What to work on
Gather all lines in the entries that include the word "without".

Information provided
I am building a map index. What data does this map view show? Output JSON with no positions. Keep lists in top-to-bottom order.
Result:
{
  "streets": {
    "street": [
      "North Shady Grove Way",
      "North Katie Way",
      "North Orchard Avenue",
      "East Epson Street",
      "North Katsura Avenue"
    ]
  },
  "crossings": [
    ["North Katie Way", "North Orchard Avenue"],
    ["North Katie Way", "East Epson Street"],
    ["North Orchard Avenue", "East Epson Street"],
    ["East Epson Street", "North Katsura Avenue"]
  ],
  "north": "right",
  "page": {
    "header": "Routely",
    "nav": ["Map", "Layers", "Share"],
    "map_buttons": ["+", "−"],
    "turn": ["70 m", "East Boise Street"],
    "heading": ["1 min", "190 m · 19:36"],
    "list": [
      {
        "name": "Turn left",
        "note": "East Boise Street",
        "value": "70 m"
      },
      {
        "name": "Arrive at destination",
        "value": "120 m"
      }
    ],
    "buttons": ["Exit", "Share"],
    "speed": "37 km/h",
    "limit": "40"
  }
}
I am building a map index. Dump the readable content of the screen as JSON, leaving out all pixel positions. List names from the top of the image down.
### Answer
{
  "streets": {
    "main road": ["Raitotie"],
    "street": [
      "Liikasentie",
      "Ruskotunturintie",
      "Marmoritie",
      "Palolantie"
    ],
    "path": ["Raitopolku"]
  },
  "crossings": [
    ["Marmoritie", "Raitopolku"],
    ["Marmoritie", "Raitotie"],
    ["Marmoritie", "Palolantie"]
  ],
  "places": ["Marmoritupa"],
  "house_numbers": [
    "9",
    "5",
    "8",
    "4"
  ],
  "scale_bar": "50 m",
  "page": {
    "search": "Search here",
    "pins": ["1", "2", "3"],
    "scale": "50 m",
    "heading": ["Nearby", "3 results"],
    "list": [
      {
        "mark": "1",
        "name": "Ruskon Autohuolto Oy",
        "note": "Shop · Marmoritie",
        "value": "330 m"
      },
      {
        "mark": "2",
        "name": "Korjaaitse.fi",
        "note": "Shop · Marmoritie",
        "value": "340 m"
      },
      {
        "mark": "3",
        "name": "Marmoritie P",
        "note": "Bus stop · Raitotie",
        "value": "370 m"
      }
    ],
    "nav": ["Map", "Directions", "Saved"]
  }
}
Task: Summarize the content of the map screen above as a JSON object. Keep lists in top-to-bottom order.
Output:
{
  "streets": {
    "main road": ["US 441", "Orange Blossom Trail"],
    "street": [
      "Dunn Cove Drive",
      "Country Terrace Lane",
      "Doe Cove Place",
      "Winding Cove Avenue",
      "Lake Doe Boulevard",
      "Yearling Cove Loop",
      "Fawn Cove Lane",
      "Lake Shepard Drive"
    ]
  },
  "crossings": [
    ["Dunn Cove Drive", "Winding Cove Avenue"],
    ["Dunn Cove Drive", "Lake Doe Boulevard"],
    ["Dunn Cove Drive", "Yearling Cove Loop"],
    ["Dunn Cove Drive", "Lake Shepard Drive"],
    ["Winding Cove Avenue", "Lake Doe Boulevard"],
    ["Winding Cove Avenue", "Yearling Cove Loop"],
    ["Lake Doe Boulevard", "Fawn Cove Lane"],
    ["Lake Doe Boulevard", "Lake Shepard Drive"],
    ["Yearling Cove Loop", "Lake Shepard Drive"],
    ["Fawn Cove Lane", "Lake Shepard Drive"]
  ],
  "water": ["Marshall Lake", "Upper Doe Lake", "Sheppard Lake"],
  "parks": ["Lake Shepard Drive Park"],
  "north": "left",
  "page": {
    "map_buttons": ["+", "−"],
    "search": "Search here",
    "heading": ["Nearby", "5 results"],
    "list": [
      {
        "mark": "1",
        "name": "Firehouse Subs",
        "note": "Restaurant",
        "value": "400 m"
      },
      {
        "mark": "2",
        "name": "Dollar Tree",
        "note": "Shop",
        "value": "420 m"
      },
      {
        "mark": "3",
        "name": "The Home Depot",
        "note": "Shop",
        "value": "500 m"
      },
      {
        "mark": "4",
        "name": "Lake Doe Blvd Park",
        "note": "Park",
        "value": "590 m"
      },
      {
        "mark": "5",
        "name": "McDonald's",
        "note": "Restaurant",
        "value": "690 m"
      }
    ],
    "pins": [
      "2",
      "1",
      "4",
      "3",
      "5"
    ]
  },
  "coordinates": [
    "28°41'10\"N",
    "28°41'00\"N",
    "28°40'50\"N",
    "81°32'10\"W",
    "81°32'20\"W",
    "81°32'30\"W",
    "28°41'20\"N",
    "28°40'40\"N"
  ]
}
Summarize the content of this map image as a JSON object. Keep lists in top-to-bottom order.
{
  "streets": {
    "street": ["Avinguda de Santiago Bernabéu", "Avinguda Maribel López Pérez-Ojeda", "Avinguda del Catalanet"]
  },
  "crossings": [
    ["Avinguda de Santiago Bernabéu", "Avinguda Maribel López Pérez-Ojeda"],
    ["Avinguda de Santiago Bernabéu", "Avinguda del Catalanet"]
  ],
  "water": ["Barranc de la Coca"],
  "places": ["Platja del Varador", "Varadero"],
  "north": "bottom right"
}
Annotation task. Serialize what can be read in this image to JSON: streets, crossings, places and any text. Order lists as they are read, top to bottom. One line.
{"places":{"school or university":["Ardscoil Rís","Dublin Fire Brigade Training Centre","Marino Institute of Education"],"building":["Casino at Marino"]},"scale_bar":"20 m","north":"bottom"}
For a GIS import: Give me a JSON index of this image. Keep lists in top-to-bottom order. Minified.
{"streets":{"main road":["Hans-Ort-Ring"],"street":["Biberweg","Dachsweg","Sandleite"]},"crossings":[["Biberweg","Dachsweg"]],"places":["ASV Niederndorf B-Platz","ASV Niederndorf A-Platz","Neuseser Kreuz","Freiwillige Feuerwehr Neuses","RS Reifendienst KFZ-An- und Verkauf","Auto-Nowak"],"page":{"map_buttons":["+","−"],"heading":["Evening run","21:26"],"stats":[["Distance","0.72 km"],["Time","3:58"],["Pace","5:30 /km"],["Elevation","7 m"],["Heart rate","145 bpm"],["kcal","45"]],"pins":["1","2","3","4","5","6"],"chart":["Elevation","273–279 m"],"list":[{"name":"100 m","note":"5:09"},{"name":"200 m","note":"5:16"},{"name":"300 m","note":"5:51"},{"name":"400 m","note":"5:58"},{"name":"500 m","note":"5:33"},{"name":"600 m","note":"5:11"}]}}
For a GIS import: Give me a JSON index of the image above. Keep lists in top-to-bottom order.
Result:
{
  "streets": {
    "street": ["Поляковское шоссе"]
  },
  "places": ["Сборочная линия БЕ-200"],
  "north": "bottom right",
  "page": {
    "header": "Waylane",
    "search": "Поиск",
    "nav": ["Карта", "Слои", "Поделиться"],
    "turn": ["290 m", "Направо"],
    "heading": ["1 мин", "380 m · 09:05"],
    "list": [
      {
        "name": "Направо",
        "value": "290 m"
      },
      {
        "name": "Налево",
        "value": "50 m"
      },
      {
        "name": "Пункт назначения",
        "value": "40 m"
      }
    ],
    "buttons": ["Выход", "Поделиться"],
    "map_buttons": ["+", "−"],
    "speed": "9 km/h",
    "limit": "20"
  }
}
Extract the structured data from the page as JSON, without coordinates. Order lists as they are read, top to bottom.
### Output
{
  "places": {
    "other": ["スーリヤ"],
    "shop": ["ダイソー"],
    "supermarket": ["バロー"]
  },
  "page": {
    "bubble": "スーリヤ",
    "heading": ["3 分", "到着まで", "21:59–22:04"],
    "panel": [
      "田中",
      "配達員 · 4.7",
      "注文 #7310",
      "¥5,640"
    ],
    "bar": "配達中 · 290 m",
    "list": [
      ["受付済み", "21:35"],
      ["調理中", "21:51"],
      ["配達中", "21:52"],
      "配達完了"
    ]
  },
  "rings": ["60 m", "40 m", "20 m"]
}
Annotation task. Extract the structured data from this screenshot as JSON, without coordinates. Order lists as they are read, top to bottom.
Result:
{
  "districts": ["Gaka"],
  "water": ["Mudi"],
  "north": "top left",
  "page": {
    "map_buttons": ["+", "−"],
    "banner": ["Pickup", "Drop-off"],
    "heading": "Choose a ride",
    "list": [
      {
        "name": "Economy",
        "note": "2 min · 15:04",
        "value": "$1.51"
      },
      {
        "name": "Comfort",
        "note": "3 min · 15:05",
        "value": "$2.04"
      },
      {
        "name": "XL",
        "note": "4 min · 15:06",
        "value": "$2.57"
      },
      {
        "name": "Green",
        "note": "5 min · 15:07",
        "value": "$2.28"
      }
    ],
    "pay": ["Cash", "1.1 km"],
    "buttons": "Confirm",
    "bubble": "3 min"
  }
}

Output for this exercise
Extract the structured data from the page as JSON, without coordinates. Order lists as they are read, top to bottom.
Annotation task. Extract the structured data from this screenshot as JSON, without coordinates. Order lists as they are read, top to bottom.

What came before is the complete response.